= Summerville, Nova Scotia =

Community in Nova Scotia, Canada

Summerville is an unincorporated community in the Canadian province of Nova Scotia, located in West Hants Regional Municipality. As of 2015, the population of Summerville was estimated to be 248.

==History==

The identities of the Acadians who settled this community prior to the Expulsion of the Acadians are unknown.

After the American Revolution, Summerville, Hants County was first settled by American Loyalists Captain John Robert Grant.

A large wharf was built at Summerville in the late 19th century to export gypsum. It was also used to repair ships and later became a vessel graveyard for old sailing ships converted to gypsum barges.
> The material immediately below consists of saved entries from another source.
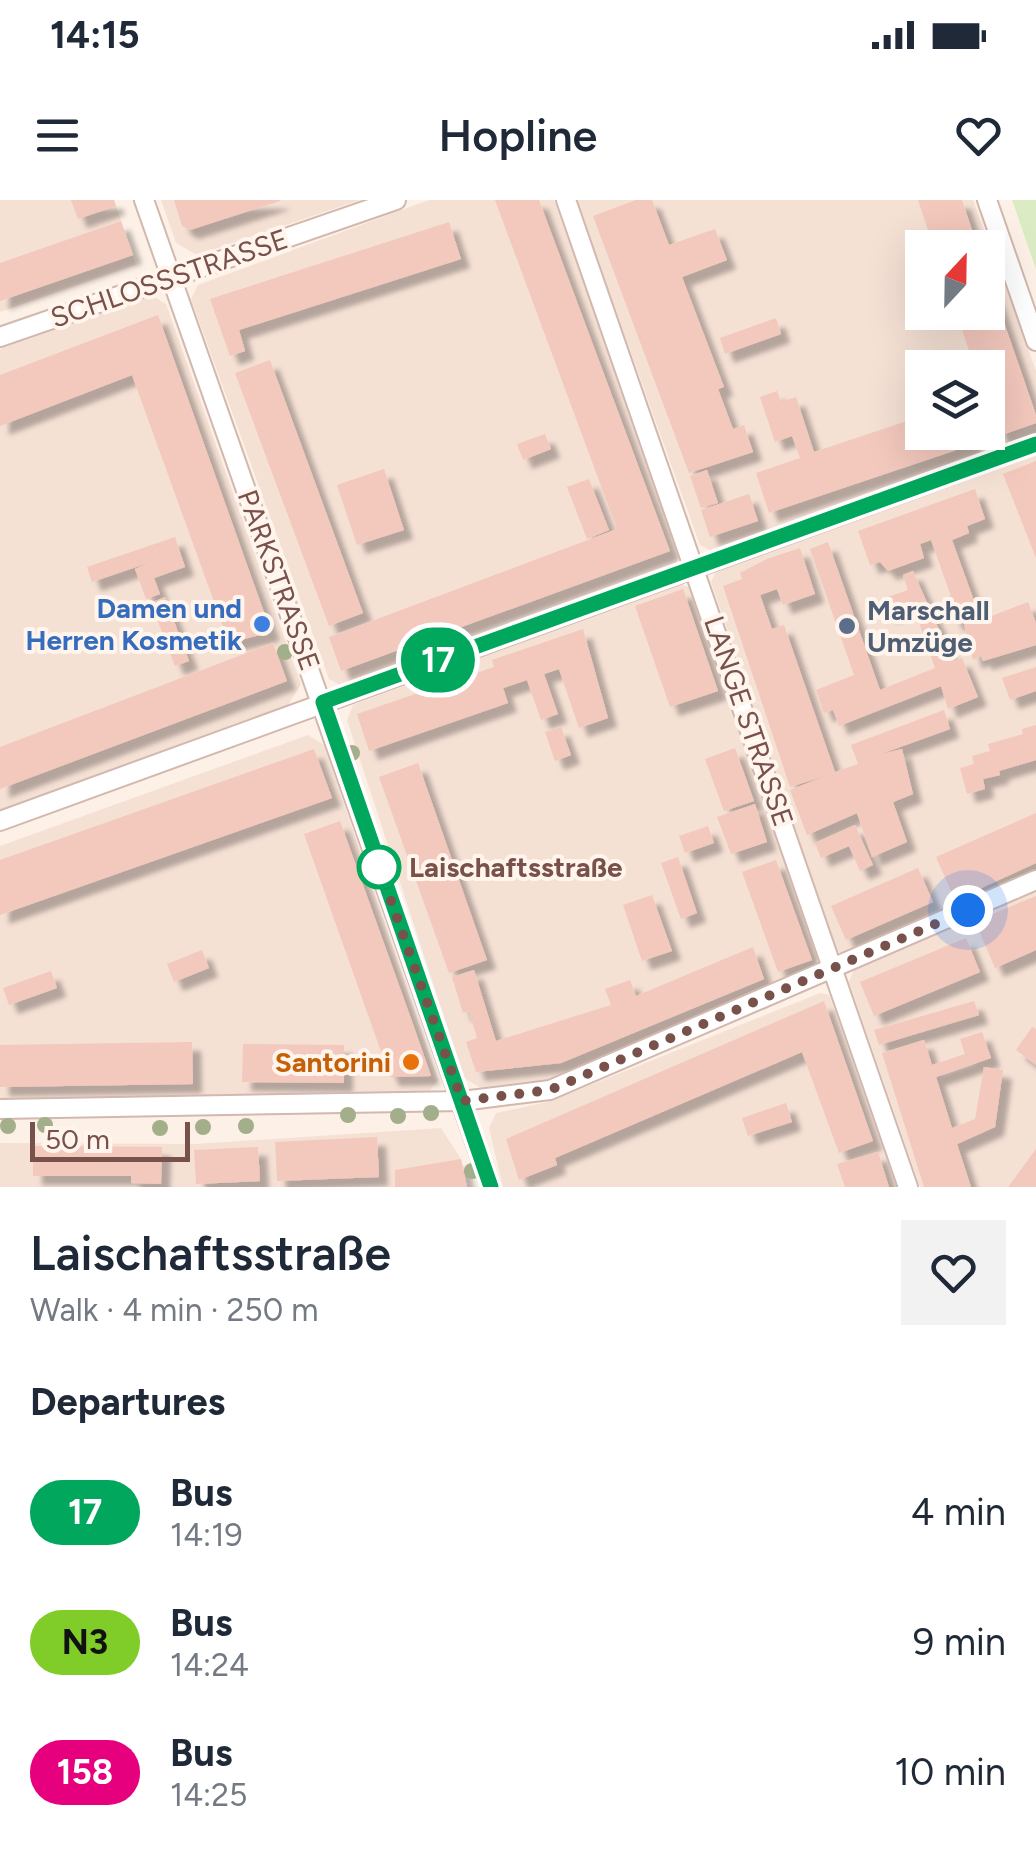 <!DOCTYPE html>
<html lang="en">
<head>
<meta charset="utf-8">
<style>
	:root { --surface:#fff; --page:#f2f2f3; --text:#1f2937; --muted:#747a83 }
	body { margin:0; font-family:Figtree,sans-serif; background:var(--page); color:var(--text); height:100vh; display:flex; flex-direction:column; font-size:38px; white-space:nowrap }
	* { box-sizing:border-box; margin:0 }
	p { font-size:32px; color:var(--muted) }
	.icon { flex:none; width:55px; height:55px; fill:none; stroke:currentColor; stroke-width:2; stroke-linecap:round; stroke-linejoin:round }
	.map { position:relative; height:987px; overflow:hidden }
	.side { display:flex; flex-direction:column; background:var(--surface); flex:1 }
	.side>* { flex:none }
	.badge { padding:0 20px; border-radius:32px; font-size:35px; line-height:65px }
	.needle { width:65px; rotate:22deg }
	.controls { position:absolute; left:905px; top:30px; display:grid; gap:20px }
	.controls a { display:grid; place-items:center; width:100px; height:100px; border-radius:0px; background:var(--surface); box-shadow:0 10px 40px #0002; font-size:50px }
	.scale { position:absolute; left:30px; bottom:25px; width:160px; box-sizing:border-box; padding-left:10px; border:5px solid #78514a; border-top:0; font-size:28px; line-height:35px; white-space:nowrap; color:#78514a; -webkit-text-stroke:8px #fff5ed; paint-order:stroke }
	.you { position:absolute; width:50px; height:50px; margin:-25px; border:8px solid #fff; border-radius:50%; background:#1a73e8; box-shadow:0 0 0 15px #1a73e833 }
	.map>.badge { position:absolute; translate:-50% -50%; box-shadow:0 0 0 5px #fff }
	h2 { padding:0 30px; font-size:38px; line-height:90px }
	.round { display:grid; place-items:center; flex:none; width:105px; height:105px; border-radius:0px; background:var(--page) }
	.overview { display:flex; align-items:center; justify-content:space-between; height:170px; padding:0 30px }
	h1 { font-size:48px; font-weight:600; line-height:75px }
	ul { padding:0; list-style:none }
	li { display:flex; align-items:center; gap:30px; height:130px; padding:0 30px }
	li div { flex:1 }
	li b { display:block; font-size:38px }
	li em { font-style:normal }
	li .badge { min-width:110px; font-weight:700; text-align:center }
	.status { display:flex; justify-content:space-between; align-items:center; height:70px; padding:0 50px; background:var(--surface); direction:ltr }
	.status svg { height:28px; fill:currentColor }
	header { display:flex; justify-content:space-between; align-items:center; height:130px; padding:0 30px; background:var(--surface); font-size:45px; font-weight:600 }
	.map>svg:first-child { display:block }
</style>
</head>
<body>
<div class="status"><b>14:15</b><svg viewBox="0 0 49 12"><path d="M0 12V9h3v3zM5 12V6h3v6zM10 12V3h3v9zM15 12V0h3v12zM26 1h20v11H26zM47 4h2v5h-2z"/></svg></div>
<header><svg class="icon" aria-label="menu" viewBox="0 0 24 24"><path d="M4 6h16M4 12h16M4 18h16"/></svg>Hopline<svg class="icon" aria-label="heart" viewBox="0 0 24 24"><path d="M12 20l-8-8c-3-5 5-10 8-4 3-6 11-1 8 4z"/></svg></header>
<div class="map">
<svg width="1036" height="987" viewBox="0 0 1036 987">
	<defs>
		<filter id="shadow"><feDropShadow dx="9" dy="9" stdDeviation="2.5" flood-color="#0004"/></filter>
	</defs>
	<rect width="100%" height="100%" fill="#fdf0e6"/>
	<path fill="#f5e0d4" fill-rule="evenodd" d="M0,0H114L136,65L0,112Z
		M161,0H360L197,55L176,43Z
		M429,0H554L680,351L676,364L342,486L329,479L191,99L198,85Z
		M576,0H973L1036,171V233L710,350L700,345ZM922,48H988V112H922ZM922,168H988V232H922Z
		M153,96L166,104L301,484L288,505L0,610V149Z
		M1036,256V673L849,756L837,751L711,382L717,369Z
		M679,383L690,388L819,755L810,771L541,882L481,888L464,878L347,520L353,505Z
		M308,535L324,545L438,880L428,893L0,901V646Z
		M1036,691V987H920L849,782L854,770Z
		M820,793L829,795L897,987H503L489,928L496,913L548,902Z
		M441,928L461,959L467,987H0V943L195,944Z"/>
	<path fill="#dbebc4" d="M1012,0H1036V69Z"/>
	<path fill="#f3c8bd" filter="url(#shadow)" d="M71,0H114L116,6L78,19Z
		M174,0H280V1L190,30L182,26Z
		M495,0H539L670,351L341,471L329,437L617,329Z
		M636,0H652L669,45L715,29L727,60L682,77L724,187L718,189L733,229L744,225L753,252L689,273L593,16Z
		M918,0H962L978,48H934Z
		M121,21L133,55L0,101V63Z
		M449,22L461,59L239,130L245,151L230,156L210,99Z
		M988,76L1036,215V223L999,236L988,203V168H975L956,112H988Z
		M158,115L271,432L229,443L132,175L0,226V175Z
		M776,118L781,134L725,154L720,138Z
		M270,160L363,413L329,426L235,173Z
		M777,191L781,202L796,197L814,252L922,216V232H970L974,244L769,313L756,273L800,258L792,236L775,242L760,197Z
		M545,234L551,249L523,260L517,244Z
		M1036,261V358L1003,274Z
		M384,269L404,330L357,345L337,285Z
		M707,270L718,303L701,308L690,276Z
		M589,279L609,330L587,339L567,287Z
		M975,289L985,319L967,326L969,333L952,340L981,420L1028,402L1036,423V445L983,461L981,456L973,460L963,420L954,422L946,398L951,396L931,340L920,344L924,358L888,371L880,362L870,365L858,331Z
		M749,294L758,321L710,337L701,310Z
		M175,337L185,367L154,378L160,394L146,399L135,369L148,363L92,382L87,367Z
		M828,342L880,490L935,468L913,405L888,414L882,399L908,390L903,375L913,371L953,461L962,458L978,497L948,509L941,486L839,526L833,510L824,513L816,490L854,475L810,349Z
		M800,348L815,394L783,405L777,389L760,395L772,429L784,425L835,572L858,564L851,545L944,510L950,529L881,554L902,549L913,594L893,602L907,642L872,657L857,613L807,635L790,590L825,576L790,587L723,386L742,379L740,373L767,359Z
		M683,389L718,491L670,507L635,406Z
		M165,397L189,461L175,466L151,403Z
		M583,429L608,518L579,528L559,469L544,474L558,514L541,520L527,480L503,488L508,503L369,551L357,514L494,467L492,460Z
		M273,443L287,481L0,589V547Z
		M1036,467V491L1010,500L1002,478Z
		M1036,525V560L999,571L1000,575L983,579L985,589L967,594L960,568L974,564L972,556L990,551L988,544L1023,534L1022,529Z
		M561,527L571,555L555,561L545,532Z
		M735,548L754,601L724,611L705,559Z
		M314,549L332,598L0,715V660Z
		M418,563L487,760L449,773L379,577Z
		M755,604L767,642L731,654L717,617Z
		M1036,613V663L955,700L936,657Z
		M340,621L414,827L431,876L390,877L304,634Z
		M855,625L873,665L860,671L849,646L821,658L815,643Z
		M708,626L714,643L685,653L679,636Z
		M678,657L697,713L681,719L661,663Z
		M776,660L812,760L778,772L742,672Z
		M918,668L933,702L846,740L831,706Z
		M652,695L672,751L642,761L623,705Z
		M1036,696V750L995,768L975,721Z
		M966,738L980,772L874,816L860,782Z
		M753,747L764,779L561,863L476,872L466,842L477,838L469,811L463,813L452,777L474,770L496,841L611,805L605,789L630,780L636,796Z
		M202,750L209,768L174,782L167,764Z
		M51,771L57,788L9,805L3,788Z
		M824,801L873,941L839,953L802,852L555,958L557,965L519,980L506,939Z
		M974,801L979,815L879,845L874,830Z
		M1032,827L1036,829V865L1016,850Z
		M982,832L991,858L936,877L952,928L975,919L984,867L1003,870L995,927L957,944L971,987H924L882,853L924,840L932,865L965,854L960,839Z
		M192,842L193,884L0,887V845Z
		M243,844L344,845V883L242,882Z
		M786,903L792,922L748,936L742,918Z
		M377,937L379,977L277,981L275,942Z
		M33,946L162,947L161,984L131,983V976H33Z
		M258,947L260,981L196,984L194,950Z
		M1036,949V987H1008Z
		M878,952L889,987H845L837,964Z
		M461,959L467,987H395V970Z"/>
	<g fill="none" stroke-linecap="round" stroke-linejoin="round">
		<g stroke="#d2b8ae" stroke-width="22">
			<path id="street" d="M144,0L491,987
				M566,0L908,987
				M987,0L1036,141
				M0,137L396,0
				M0,621L1036,244
				M0,909L462,901L550,890L1036,680"/>
		</g>
		<use href="#street" stroke="#fff" stroke-width="18"/>
	</g>
	<g fill="#a3ae8a">
		<circle cx="285" cy="452" r="8"/>
		<circle cx="352" cy="553" r="8"/>
		<circle cx="431" cy="913" r="8"/>
		<circle cx="348" cy="915" r="8"/>
		<circle cx="398" cy="916" r="8"/>
		<circle cx="45" cy="925" r="8"/>
		<circle cx="8" cy="926" r="8"/>
		<circle cx="246" cy="926" r="8"/>
		<circle cx="203" cy="927" r="8"/>
		<circle cx="160" cy="928" r="8"/>
		<circle cx="472" cy="971" r="8"/>
	</g>
	<g fill="none" stroke-linecap="round" stroke-linejoin="round">
		<g stroke="#fff" stroke-width="22">
			<path id="line" d="M491,987L323,502L1036,244"/>
		</g>
		<use href="#line" stroke="#00a75c" stroke-width="15"/>
		<path stroke="#78514a" stroke-width="10" stroke-dasharray="0 18" d="M379,667L462,901L550,890L968,710"/>
	</g>
	<circle fill="#3f7fe0" stroke="#fff5ed" stroke-width="4" cx="262" cy="424" r="10"/>
	<circle fill="#5c6f8a" stroke="#fff5ed" stroke-width="4" cx="847" cy="426" r="10"/>
	<circle fill="#fff" stroke="#00a75c" stroke-width="5" cx="379" cy="667" r="20"/>
	<circle fill="#e8710a" stroke="#fff5ed" stroke-width="4" cx="411" cy="862" r="10"/>
	<g text-anchor="middle" stroke-width="8" stroke-linejoin="round" paint-order="stroke">
		<g font-size="28" fill="#78514a" stroke="#fff5ed">
			<text transform="translate(169 78) rotate(-19)" y="10">SCHLOSSSTRASSE</text>
			<text transform="translate(279 380) rotate(70)" y="10">PARKSTRASSE</text>
			<text transform="translate(749 521) rotate(71)" y="10">LANGE STRASSE</text>
		</g>
		<g font-size="28" font-weight="bold" fill="#366cbe" stroke="#fff5ed" text-anchor="end">
			<text x="242" y="418">Damen und<tspan x="242" dy="32">Herren Kosmetik</tspan></text>
		</g>
		<g font-size="28" font-weight="bold" fill="#4e5e75" stroke="#fff5ed" text-anchor="start">
			<text x="867" y="420">Marschall<tspan x="867" dy="32">Umzüge</tspan></text>
		</g>
		<g font-size="28" font-weight="bold" fill="#78514a" stroke="#fff5ed" text-anchor="start">
			<text x="409" y="677">Laischaftsstraße</text>
		</g>
		<g font-size="28" font-weight="bold" fill="#c56008" stroke="#fff5ed" text-anchor="end">
			<text x="391" y="872">Santorini</text>
		</g>
	</g>
</svg>
<div class="controls">
<a><svg class="needle" viewBox="-14 -14 28 28"><path d="M0-13l5 13h-10z" fill="#e53935"/><path d="M0 13l5-13h-10z" fill="#747a83"/></svg></a>
<a><svg class="icon" aria-label="layers" viewBox="0 0 24 24"><path d="M12 4l9 5-9 5-9-5zM3 14l9 5 9-5"/></svg></a>
</div>
<div class="scale">50 m</div>
<div class="you" style="left:968px;top:710px"></div>
<b class="badge" style="left:438px;top:460px;background:#00a75c;color:#fff">17</b>
</div>
<section class="side">
<div class="overview"><div><h1>Laischaftsstraße</h1><p>Walk · 4 min · 250 m</p></div><a class="round"><svg class="icon" aria-label="heart" viewBox="0 0 24 24"><path d="M12 20l-8-8c-3-5 5-10 8-4 3-6 11-1 8 4z"/></svg></a></div>
<h2>Departures</h2>
<ul>
<li><span class="badge" style="background:#00a75c;color:#fff">17</span><div><b>Bus</b><p>14:19</p></div><em>4 min</em></li>
<li><span class="badge" style="background:#80cc28;color:#111">N3</span><div><b>Bus</b><p>14:24</p></div><em>9 min</em></li>
<li><span class="badge" style="background:#e6007e;color:#fff">158</span><div><b>Bus</b><p>14:25</p></div><em>10 min</em></li>
</ul>
</section>
</body>
</html>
Trace of the hulls of several of these large sailing vessels may still be seen at low tide, including the hull of the Barque Hamburg, the largest barque ever built in Canada.

==Climate==

Climate data for Summerville
| Month | Jan | Feb | Mar | Apr | May | Jun | Jul | Aug | Sep | Oct | Nov | Dec | Year |
| Record high °C (°F) | 18 (64) | 15 (59) | 21 (70) | 24 (75) | 31.1 (88.0) | 32 (90) | 34 (93) | 36 (97) | 30.6 (87.1) | 26 (79) | 22 (72) | 17 (63) | 36 (97) |
| Mean daily maximum °C (°F) | −1 (30) | −0.6 (30.9) | 3.2 (37.8) | 9 (48) | 15.8 (60.4) | 21 (70) | 24.2 (75.6) | 23.7 (74.7) | 19.3 (66.7) | 13.3 (55.9) | 7.3 (45.1) | 2 (36) | 11.4 (52.5) |
| Mean daily minimum °C (°F) | −9.4 (15.1) | −9.1 (15.6) | −5.3 (22.5) | 0.1 (32.2) | 5 (41) | 9.6 (49.3) | 13.2 (55.8) | 13 (55) | 9.1 (48.4) | 4.5 (40.1) | 0.2 (32.4) | −5.7 (21.7) | 2.1 (35.8) |
| Record low °C (°F) | −24 (−11) | −32 (−26) | −24 (−11) | −12 (10) | −5 (23) | −1.7 (28.9) | 3.3 (37.9) | 1.1 (34.0) | −2.2 (28.0) | −6.7 (19.9) | −13 (9) | −22 (−8) | −32 (−26) |
| Average precipitation mm (inches) | 99.9 (3.93) | 84 (3.3) | 97.3 (3.83) | 80.4 (3.17) | 87.9 (3.46) | 69.3 (2.73) | 73.7 (2.90) | 72.1 (2.84) | 93 (3.7) | 94.4 (3.72) | 99.9 (3.93) | 102.1 (4.02) | 1,054 (41.5) |
Source: Environment Canada

==Shuffleboard Team==
Since 2007, Summerville has been the home of the Summerville Daryns who practice and play in the area.

==Notable residents==
- William Hall (VC) – Summerville-born winner of the Victoria Cross during the Indian rebellion of 1857. Hall was the first black person as well as the first Nova Scotian to receive the award.